Pour renforcer l'ouverture de notre université sur son territoire, depuis trois ans, nous programmons des formations de quatre jours d'initiation aux outils numériques, en collaboration avec un partenaire privé. Ces formations sont ouvertes à tous, y compris au grand public. Leur objectif est d'aider les jeunes à multiplier leurs opportunités professionnelles et enrichir leur CV de compétences clés pour l'avenir. Ce type d'événement a remporté un vif succès, avec plus de 350 participants à chaque étudiant. 57 % sont des femmes, 70 % des employés de TPE et PME et 30 % sont des étudiants ou chercheurs d'emploi. Nous proposons également plusieurs formations aux étudiants, notamment pour la préparation au PIX. Celle-ci est en cours.

La fracture numérique recouvre donc plusieurs dimensions et dépend fortement de chaque territoire, du niveau d'études et du revenu. Pour la traiter, nous devons tenir compte de cette multidimensionnalité.

Debut de section - Permalien
Nicolas Postec, vice-président délégué chargé du Développement numérique de Le Mans Université

Je vous remercie d'avoir invité une université de taille moyenne, qui compte 12 000 étudiants. Nous sommes situés sur deux départements, la Sartre et la Mayenne. 45 % de nos étudiants sont dans l'enseignement supérieur (contre 52 % au plan national). Au niveau du département, la moyenne d'ouvriers est supérieure à la moyenne française, et la proportion de cadres est inférieure. L'Université a vocation à développer l'accès aux savoirs, à la culture, à l'autonomie et à l'emploi, mais compte tenu des particularités de notre territoire, nous avons aussi la lourde tâche de veiller à n'oublier personne et de promouvoir une différenciation sociale positive pour accompagner tous nos étudiants, y compris les plus démunis.

Dans ce contexte, notre établissement a entamé une grande transition numérique. Nous déployons de nombreux services dématérialisés. Depuis de nombreuses années, nous proposons des formations à distance, qui concernent aujourd'hui 10 % de nos étudiants, répartis en France métropolitaine et dans le monde.
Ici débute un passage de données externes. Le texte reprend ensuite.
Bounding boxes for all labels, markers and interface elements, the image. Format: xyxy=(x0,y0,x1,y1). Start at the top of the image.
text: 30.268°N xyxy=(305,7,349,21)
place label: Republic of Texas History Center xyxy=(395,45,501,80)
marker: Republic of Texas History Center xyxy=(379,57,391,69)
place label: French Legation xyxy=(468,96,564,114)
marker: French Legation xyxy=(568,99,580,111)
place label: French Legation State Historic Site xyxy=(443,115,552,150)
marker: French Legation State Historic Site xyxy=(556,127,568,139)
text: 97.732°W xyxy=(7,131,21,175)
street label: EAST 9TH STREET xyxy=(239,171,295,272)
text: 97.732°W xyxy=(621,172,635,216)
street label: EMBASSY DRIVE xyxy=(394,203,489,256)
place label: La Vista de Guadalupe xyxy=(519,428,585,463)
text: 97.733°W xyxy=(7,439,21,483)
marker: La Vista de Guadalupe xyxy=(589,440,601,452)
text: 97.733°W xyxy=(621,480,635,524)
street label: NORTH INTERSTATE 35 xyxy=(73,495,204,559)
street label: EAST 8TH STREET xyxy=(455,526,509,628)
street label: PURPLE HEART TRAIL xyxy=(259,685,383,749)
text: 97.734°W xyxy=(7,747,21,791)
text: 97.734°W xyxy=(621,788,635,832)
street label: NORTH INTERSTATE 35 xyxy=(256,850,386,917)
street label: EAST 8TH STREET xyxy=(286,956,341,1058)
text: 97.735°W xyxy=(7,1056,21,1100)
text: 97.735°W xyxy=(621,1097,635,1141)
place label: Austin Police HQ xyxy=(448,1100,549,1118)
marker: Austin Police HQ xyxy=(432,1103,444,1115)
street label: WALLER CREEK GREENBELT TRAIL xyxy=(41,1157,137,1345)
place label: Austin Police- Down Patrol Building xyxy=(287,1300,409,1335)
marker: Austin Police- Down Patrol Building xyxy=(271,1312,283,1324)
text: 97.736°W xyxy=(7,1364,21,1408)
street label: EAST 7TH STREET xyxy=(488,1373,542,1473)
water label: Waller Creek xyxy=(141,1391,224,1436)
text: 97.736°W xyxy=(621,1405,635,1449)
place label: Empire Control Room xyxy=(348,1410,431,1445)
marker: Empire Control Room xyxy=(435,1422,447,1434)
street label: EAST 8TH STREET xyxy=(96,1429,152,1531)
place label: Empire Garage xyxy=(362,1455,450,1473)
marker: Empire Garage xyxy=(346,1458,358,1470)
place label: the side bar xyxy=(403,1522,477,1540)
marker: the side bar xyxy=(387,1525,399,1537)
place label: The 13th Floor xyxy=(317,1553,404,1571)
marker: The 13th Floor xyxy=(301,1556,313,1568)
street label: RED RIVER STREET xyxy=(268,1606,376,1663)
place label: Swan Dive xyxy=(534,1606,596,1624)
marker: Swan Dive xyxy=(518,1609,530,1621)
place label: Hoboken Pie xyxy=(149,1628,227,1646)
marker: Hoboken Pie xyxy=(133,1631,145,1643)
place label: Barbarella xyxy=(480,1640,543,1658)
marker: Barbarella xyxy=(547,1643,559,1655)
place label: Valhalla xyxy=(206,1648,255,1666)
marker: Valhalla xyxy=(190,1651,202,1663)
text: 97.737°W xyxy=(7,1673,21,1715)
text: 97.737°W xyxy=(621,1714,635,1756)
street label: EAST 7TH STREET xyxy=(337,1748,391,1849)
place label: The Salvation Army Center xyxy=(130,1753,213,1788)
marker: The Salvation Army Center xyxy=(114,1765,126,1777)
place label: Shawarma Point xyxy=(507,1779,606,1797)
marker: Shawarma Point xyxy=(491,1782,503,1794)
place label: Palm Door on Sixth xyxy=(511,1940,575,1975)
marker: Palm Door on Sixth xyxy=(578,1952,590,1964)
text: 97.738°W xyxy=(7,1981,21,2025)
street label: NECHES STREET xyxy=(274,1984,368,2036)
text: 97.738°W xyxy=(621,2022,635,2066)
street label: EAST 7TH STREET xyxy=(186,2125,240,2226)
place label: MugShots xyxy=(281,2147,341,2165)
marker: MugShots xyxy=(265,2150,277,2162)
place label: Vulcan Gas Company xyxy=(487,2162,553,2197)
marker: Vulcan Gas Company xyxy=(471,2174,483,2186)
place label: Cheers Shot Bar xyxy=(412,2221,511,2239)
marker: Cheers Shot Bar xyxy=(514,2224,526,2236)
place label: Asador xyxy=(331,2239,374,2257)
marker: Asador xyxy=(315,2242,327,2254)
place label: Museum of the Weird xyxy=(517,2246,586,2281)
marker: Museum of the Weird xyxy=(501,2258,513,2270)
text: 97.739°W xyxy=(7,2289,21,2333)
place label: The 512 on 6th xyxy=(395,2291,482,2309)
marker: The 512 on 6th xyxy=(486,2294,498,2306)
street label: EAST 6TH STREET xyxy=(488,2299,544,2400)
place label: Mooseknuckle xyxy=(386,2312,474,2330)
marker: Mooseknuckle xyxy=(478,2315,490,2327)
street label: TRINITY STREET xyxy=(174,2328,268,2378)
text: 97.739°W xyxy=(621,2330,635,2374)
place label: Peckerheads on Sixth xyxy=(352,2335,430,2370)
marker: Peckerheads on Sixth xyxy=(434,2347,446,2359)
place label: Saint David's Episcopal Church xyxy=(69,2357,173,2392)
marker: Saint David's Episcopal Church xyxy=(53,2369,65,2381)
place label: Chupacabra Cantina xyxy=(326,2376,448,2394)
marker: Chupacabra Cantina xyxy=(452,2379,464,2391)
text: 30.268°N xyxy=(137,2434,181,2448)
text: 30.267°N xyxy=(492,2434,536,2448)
Ce mouvement s'accélère à travers les différentes lois, notamment la loi relative à l'orientation et à la réussite des étudiantes, qui vise à développer des formations plus flexibles, qui s'adaptent aux parcours des étudiants, ainsi que des propositions de remédiations et des parcours éventuellement accélérés pour les étudiants qui le souhaitent. Les universités proposaient déjà avant la crise ces formations hybrides. Nous maîtrisons donc ce process, bien que tous les enseignants ne soient pas encore formés ou n'aient pas encore d'expérience en la matière. Dans notre établissement, environ 50 % d'enseignants ont cette aptitude à développer des cours numériques, qui ne se limite pas à la mise en ligne de ressources. S'agissant des étudiants, comme de nombreuses universités, nous avions déjà instauré une formation obligatoire pour tous les étudiants au C2I dès 2006. Cette formation est aujourd'hui incluse dans toutes les formations de première année, sous la forme d'un modèle de 25 heures.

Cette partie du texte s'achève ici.